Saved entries
---+---

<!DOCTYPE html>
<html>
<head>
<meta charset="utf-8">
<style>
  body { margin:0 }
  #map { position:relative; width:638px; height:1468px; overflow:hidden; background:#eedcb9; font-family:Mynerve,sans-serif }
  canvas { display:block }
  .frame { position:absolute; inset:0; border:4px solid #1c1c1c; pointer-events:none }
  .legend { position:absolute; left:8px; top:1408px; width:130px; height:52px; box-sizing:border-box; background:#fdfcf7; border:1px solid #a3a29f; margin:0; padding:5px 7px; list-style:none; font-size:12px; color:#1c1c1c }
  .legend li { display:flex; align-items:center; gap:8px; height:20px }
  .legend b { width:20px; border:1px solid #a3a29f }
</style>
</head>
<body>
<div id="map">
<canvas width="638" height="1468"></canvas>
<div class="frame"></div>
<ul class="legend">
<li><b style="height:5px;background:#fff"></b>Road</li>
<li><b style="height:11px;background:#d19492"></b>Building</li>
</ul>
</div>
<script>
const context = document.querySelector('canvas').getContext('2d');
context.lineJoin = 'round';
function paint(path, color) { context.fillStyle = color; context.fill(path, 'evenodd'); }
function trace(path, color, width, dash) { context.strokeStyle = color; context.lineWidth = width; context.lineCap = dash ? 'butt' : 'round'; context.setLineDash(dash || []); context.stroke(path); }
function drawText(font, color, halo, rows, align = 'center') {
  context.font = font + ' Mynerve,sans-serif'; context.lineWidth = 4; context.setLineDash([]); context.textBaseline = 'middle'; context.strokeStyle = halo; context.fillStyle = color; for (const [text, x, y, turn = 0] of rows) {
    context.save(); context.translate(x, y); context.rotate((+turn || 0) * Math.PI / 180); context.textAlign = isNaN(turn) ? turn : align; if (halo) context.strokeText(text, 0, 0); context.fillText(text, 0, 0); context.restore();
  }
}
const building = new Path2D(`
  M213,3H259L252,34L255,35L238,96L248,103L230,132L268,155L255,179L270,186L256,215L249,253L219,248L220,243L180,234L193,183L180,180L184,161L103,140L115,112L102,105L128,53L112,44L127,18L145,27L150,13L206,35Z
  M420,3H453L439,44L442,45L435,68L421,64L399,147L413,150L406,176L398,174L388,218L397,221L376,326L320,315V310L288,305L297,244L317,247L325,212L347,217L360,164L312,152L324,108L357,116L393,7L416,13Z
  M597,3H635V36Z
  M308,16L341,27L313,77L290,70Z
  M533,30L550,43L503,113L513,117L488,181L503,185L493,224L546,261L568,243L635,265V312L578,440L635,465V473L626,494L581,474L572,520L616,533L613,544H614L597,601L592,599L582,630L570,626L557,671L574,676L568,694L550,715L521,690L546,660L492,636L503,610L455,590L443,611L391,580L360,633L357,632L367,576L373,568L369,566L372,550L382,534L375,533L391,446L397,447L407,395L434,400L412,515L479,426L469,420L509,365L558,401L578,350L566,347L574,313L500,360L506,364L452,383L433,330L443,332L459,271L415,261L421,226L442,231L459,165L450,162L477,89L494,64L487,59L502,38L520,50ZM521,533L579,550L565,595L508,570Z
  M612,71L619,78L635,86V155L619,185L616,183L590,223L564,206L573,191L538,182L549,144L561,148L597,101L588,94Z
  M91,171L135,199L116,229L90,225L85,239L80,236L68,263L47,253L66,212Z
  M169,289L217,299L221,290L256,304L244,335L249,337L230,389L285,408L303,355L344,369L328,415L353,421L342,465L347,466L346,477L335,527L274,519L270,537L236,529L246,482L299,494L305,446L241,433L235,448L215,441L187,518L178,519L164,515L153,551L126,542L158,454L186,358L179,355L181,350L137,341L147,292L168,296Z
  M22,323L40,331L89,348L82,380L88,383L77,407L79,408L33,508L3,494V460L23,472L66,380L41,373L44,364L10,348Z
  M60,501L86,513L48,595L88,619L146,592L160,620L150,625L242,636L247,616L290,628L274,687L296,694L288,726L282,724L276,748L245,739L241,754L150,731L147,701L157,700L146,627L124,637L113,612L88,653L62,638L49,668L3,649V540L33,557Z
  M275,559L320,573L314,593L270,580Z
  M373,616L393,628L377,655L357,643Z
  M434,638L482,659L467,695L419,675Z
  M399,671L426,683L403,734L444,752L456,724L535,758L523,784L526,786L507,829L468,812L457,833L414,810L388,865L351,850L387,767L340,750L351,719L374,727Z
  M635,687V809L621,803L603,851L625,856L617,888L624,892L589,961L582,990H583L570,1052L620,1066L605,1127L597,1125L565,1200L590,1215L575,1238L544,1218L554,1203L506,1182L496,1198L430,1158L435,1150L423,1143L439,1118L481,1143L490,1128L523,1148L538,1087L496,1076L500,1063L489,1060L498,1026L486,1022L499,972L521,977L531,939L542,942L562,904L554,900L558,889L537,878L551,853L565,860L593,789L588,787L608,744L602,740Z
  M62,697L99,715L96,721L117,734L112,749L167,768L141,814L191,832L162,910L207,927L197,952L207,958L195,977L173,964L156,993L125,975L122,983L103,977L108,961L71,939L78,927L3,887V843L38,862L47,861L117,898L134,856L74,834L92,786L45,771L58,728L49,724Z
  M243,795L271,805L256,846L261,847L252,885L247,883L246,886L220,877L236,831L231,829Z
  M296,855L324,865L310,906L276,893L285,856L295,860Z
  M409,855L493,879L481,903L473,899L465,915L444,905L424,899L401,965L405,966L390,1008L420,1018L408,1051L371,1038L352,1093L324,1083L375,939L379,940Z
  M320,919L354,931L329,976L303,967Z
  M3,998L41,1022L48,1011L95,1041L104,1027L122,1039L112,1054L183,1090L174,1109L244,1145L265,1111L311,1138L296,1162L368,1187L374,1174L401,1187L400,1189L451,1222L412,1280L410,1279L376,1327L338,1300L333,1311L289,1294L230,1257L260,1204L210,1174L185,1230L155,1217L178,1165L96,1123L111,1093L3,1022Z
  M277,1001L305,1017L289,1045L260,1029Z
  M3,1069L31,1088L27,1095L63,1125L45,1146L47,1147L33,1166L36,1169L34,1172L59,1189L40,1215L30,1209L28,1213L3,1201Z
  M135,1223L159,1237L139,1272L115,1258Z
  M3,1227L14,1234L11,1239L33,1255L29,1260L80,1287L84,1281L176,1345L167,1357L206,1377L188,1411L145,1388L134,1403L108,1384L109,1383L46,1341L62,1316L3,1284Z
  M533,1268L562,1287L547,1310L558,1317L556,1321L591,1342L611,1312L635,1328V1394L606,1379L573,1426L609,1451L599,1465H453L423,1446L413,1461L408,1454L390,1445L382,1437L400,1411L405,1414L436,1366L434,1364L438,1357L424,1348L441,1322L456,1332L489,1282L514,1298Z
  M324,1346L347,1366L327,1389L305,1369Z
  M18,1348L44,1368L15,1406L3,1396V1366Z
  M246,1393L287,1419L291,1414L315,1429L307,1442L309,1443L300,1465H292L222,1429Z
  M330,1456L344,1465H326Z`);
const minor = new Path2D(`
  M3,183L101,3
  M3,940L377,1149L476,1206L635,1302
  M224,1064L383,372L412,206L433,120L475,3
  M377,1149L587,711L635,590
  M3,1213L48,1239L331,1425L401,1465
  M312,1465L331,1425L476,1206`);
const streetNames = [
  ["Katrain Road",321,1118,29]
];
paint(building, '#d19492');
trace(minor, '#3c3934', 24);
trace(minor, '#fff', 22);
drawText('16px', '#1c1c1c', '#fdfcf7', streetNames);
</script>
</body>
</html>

---+---

Please give the number of lines in the entries that contain the word "setLineDash", and nothing besides it.

2